Well, I didn't trip...

The N train did, however, have an unusually large jump on me Sunday afternoon as I was on my way into the city for church. Already late, and mindful of the N's often-spotty weekend service, I broke into a mad dash down the last remaining block to the station and made it to the platform just in time.

Unfortunately, the speed at which I bounded up the stairs greatly widened my turning radius as I attempted to dash through the still-open train doors, causing me to miss the doors entirely and instead bash my face on the side of the car.

That is, I ran face-first at full speed into the side of a motionless train. Which hurt.

I was a cause of general concern as I staggered, bleeding and increasingly dizzy, into the car, which I rode for four more stops before the conductor escorted me off and stayed with me on the platform until the medics came.

As did everyone else. For some reason, my medical "emergency" was grounds enough to clear the entire train and send it away empty. Someone actually announced over the intercom that all Manhattan-bound service was indefinitely suspended (this turned out not to be true). Fortunately, my throbbing headache helped numb the creeping social horror -- and gave me an excuse to keep my head down.

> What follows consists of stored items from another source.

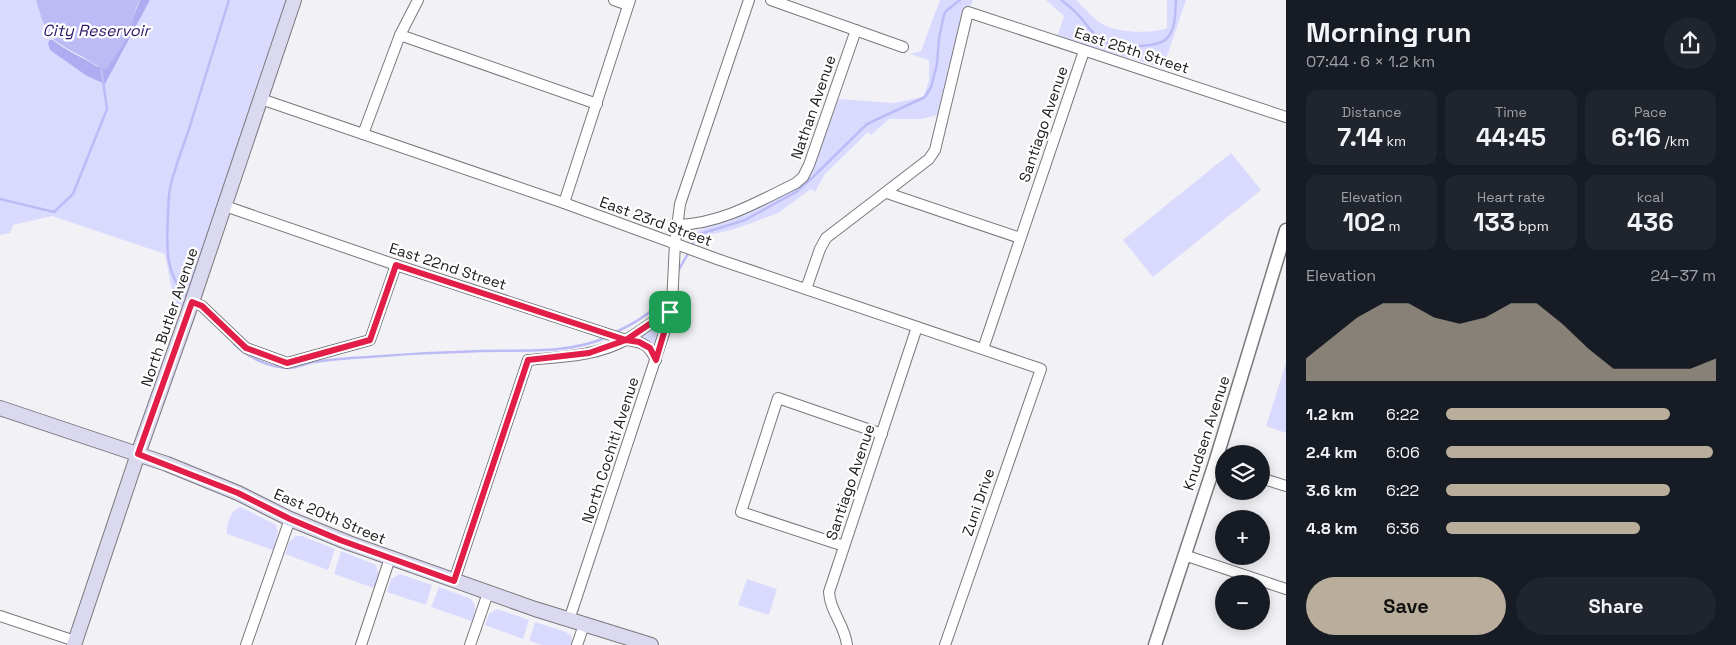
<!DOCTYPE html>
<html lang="en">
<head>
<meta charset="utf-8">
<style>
	:root { --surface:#171b24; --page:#20242c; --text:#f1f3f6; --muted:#9ea1a6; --accent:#b9ad9b }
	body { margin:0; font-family:"Space Grotesk",sans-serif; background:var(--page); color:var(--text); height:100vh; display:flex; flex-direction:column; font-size:19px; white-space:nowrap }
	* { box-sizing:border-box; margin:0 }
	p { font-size:16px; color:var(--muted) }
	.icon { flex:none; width:28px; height:28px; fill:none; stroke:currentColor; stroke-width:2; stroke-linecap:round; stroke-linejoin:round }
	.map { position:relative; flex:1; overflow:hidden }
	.sheet { display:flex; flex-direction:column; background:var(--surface); width:450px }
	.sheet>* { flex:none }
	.buttons { position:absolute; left:1215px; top:445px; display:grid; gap:10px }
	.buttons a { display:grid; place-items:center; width:55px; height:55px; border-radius:50%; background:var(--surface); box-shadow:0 2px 12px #0003; font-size:25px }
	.pin { position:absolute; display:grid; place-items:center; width:42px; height:42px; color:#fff; margin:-21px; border-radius:10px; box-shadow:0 2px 8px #0006 }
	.round { display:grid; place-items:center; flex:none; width:52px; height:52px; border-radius:26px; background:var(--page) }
	.overview { display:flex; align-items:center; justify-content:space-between; height:85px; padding:0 20px }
	h1 { font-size:28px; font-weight:800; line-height:38px }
	.figures { display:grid; grid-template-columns:repeat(3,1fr); gap:8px; height:85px; padding:5px 20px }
	.figures div { display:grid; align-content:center; border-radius:12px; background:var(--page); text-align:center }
	.figures b { font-size:25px; font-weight:800 }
	.figures small { font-size:14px; font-weight:400 }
	.figures p { font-size:14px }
	.chart { height:140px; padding:10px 20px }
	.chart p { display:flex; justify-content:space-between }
	.chart svg { width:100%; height:90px; margin-top:5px; fill:var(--accent); opacity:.7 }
	.primary-button { display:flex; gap:10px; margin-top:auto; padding:10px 20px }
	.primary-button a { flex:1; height:58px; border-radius:30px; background:var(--accent); color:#111; font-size:20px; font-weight:800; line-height:58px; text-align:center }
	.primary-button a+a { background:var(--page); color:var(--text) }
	ul { padding:0 20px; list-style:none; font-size:16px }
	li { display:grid; grid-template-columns:80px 60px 1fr; align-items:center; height:38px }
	li i { height:12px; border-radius:6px; background:var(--accent) }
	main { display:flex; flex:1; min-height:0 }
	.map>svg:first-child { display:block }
	.green { fill:#dadaff }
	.forest { fill:#afacf2 }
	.water { fill:#bdbbf5 }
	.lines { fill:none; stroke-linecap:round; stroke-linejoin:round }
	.stream { stroke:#bdbbf5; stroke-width:2.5 }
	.minor-casing { stroke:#79797c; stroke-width:12 }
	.tertiary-casing { stroke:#79797c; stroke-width:15 }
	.secondary-casing { stroke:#79797c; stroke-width:16 }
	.minor { stroke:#fff; stroke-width:10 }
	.tertiary { stroke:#fff; stroke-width:12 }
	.secondary { stroke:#dad9ef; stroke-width:14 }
	.route-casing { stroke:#fff; stroke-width:10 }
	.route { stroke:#e11d48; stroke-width:6 }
	.labels { text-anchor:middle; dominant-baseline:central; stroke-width:4.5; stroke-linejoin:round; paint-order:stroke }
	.street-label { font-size:15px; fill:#1a1a1b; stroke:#fff }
	.water-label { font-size:16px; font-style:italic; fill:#2a1767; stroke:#fff }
</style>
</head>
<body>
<main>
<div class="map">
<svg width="1286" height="645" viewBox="0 0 1286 645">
	<rect width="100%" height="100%" fill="#f2f2f6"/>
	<!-- green -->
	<g class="green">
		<polygon points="0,0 36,0 44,27 53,40 50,40 105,84 150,0 286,0 183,309 175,307 165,254 52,216 13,225 10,233 0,235"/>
		<polygon points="940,0 973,0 970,6 961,16 937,115 922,119 889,119 871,135 868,132 825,174 815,192 811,189 778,213 735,229 703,236 698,241 690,237 691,235 713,223 736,218 797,187 839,99 893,103 923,97 929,81 929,60 910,54 921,51"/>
		<path d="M1046 0H1076C1084 7 1093 19 1102 24 1117 33 1152 34 1167 28V0H1186L1163 68 1057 37 1064 16Z"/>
		<polygon points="1231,153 1261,190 1153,277 1123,240"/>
		<polygon points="657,324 660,327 654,343 652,345 641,337"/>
		<polygon points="1286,363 1286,433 1266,426"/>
		<path d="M241 507 276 525 278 532 273 550 227 534C226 524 231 509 241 507Z"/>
		<polygon points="296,536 302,536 335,549 328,570 285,554 289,542"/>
		<polygon points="341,551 376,565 379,575 374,588 334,574"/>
		<polygon points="400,574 432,585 426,605 387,592 391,579"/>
		<polygon points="747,579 777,589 769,615 738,605"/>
		<path d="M439 587 469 598C478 604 475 612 472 621L431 607Z"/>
		<polygon points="497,609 529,620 523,639 485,625 489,614"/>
		<polygon points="535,622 566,632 571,636 573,645 542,645 529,641"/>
	</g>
	<!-- forest -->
	<path class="forest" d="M140 0H150L105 84 87 76 50 50 48 43 50 40H53C66 51 83 57 98 67L134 15Z"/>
	<!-- water -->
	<path class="water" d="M36 0H140C134 10 134 20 130 31 125 44 115 56 107 68L104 69C96 66 90 61 83 57 48 39 47 38 36 0Z"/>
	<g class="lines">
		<!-- stream -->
		<g class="stream">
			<path d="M1061 0C1068 5 1075 11 1081 18 1088 26 1093 35 1102 40 1113 48 1160 49 1168 37 1176 27 1175 12 1176 0"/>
			<polyline points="0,199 54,212 73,194 107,109 101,66"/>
			<polyline points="691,247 696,237 700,234 745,220 796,192 813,177 867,124 925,97 931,87 937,64 939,38 944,15 946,11 960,0"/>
			<polyline points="678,271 689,252"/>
			<path d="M188 297C163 274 167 242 168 212 169 204 168 197 170 189 175 164 186 141 193 116 205 78 217 39 229 0"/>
			<path d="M616 332C637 322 658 310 669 289"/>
			<path d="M234 344C248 357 269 368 289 368 297 368 306 363 315 362 332 359 350 358 368 357 406 354 444 352 482 351 522 350 570 354 607 337"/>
		</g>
		<!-- minor casing -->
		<g class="minor-casing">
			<g id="minor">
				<polyline points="614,0 628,5"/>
				<polyline points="771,0 903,47"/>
				<polyline points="400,35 597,104"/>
				<polyline points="261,99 564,203 717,259 1041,369 945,645"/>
				<polyline points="363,134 400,35 418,0"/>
				<polyline points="887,193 1020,238"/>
				<polyline points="564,203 630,0"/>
				<path d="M225 206 396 265 626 340C643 342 648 344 656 360"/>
				<path d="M677 225C720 224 758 202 796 183L803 177 809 165 856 30"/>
				<polyline points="806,289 820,249 826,238 929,159 935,150 968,12 1286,117"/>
				<polyline points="192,302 202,306 246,348 287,363 370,340 396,265"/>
				<polyline points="983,349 1084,51"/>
				<polyline points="1261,478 1286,486"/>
				<polyline points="844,546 741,512 778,398 882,434"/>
				<polyline points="1184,555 1286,589"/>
				<path d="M454 581 528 360C560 357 599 356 627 339 642 331 654 319 670 312"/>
				<polyline points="0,616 75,641"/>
				<polyline points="569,620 667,324 672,304 675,243 680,204 749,0"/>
				<polyline points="246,645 290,519"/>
				<polyline points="361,645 390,558"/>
				<polyline points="470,645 488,593"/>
				<polyline points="577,645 584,625"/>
				<path d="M847 645C845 625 830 612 829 592L917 327"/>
			</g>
		</g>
		<!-- tertiary casing -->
		<g class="tertiary-casing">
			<polyline id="tertiary" points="1155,645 1215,463 1286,230"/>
		</g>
		<!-- secondary casing -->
		<g class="secondary-casing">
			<g id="secondary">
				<polyline points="0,408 167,464 238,493 290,519 349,543 535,609 651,645"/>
				<polyline points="74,645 138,454 192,302 294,0"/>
			</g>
		</g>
		<!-- minor -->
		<use href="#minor" class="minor"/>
		<!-- tertiary -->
		<use href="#tertiary" class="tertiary"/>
		<!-- secondary -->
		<use href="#secondary" class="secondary"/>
	</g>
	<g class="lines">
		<!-- route casing -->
		<g class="route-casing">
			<polyline id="route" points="670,312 660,317 626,340 396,265 370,340 287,363 246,348 202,306 192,302 138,454 238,493 290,519 340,540 454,581 528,360 589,353 626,340 639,342 650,348 656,360 670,312"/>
		</g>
		<!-- route -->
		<use href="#route" class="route"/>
	</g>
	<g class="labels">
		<!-- street labels -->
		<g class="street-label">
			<text transform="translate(1132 50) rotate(18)">East 25th Street</text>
			<text transform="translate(813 107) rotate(-71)">Nathan Avenue</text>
			<text transform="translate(1043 124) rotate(-71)">Santiago Avenue</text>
			<text transform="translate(656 221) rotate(20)">East 23rd Street</text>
			<text transform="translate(448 266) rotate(18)">East 22nd Street</text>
			<text transform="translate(169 317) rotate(-71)">North Butler Avenue</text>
			<text transform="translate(1206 433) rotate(-72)">Knudsen Avenue</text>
			<text transform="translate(610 450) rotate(-72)">North Cochiti Avenue</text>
			<text transform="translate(850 482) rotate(-71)">Santiago Avenue</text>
			<text transform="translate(978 502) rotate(-71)">Zuni Drive</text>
			<text transform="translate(330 516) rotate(23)">East 20th Street</text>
		</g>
		<!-- water labels -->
		<g class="water-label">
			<text x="96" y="30">City Reservoir</text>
		</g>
	</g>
</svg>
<div class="buttons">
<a><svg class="icon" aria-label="layers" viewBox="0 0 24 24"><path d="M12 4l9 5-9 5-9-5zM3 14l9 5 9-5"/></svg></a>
<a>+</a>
<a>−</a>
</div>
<div class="pin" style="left:670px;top:312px;background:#1e9e55"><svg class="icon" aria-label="arrive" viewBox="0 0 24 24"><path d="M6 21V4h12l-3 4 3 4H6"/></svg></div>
</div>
<section class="sheet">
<div class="overview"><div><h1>Morning run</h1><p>07:44 · 6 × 1.2 km</p></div><a class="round"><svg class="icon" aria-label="share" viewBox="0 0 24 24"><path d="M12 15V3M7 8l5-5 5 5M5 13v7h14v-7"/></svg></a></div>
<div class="figures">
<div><p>Distance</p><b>7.14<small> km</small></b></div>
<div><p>Time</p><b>44:45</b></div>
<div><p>Pace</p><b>6:16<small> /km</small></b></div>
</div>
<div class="figures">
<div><p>Elevation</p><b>102<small> m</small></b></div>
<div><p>Heart rate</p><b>133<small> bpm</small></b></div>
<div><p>kcal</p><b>436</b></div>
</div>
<div class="chart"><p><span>Elevation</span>24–37 m</p>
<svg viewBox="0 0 160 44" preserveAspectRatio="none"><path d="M0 44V33L10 23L20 13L30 6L40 6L50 13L60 16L70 13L80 6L90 6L100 16L110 28L120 38L130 38L140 38L150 38L160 33V44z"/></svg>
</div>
<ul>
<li><b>1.2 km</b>6:22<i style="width:83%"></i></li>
<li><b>2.4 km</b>6:06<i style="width:99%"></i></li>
<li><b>3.6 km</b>6:22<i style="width:83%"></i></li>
<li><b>4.8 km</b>6:36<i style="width:72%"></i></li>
</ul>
<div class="primary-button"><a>Save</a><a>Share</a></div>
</section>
</main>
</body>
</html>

In actuality, though, something about my gaping head wound brought out the best in people. Two seperate people on the train offered me first a wad of paper towels for the bleeding, then a seat. When we all got off, a first-aid practitioner named Walter was there to make sure I didn't die, then ran to get me a bottle of water. The train conducter, meanwhile, regailed me with subway stories that put my adventure in proper perspective.

Good people, New Yorkers. Who says they aren't the salt of the earth?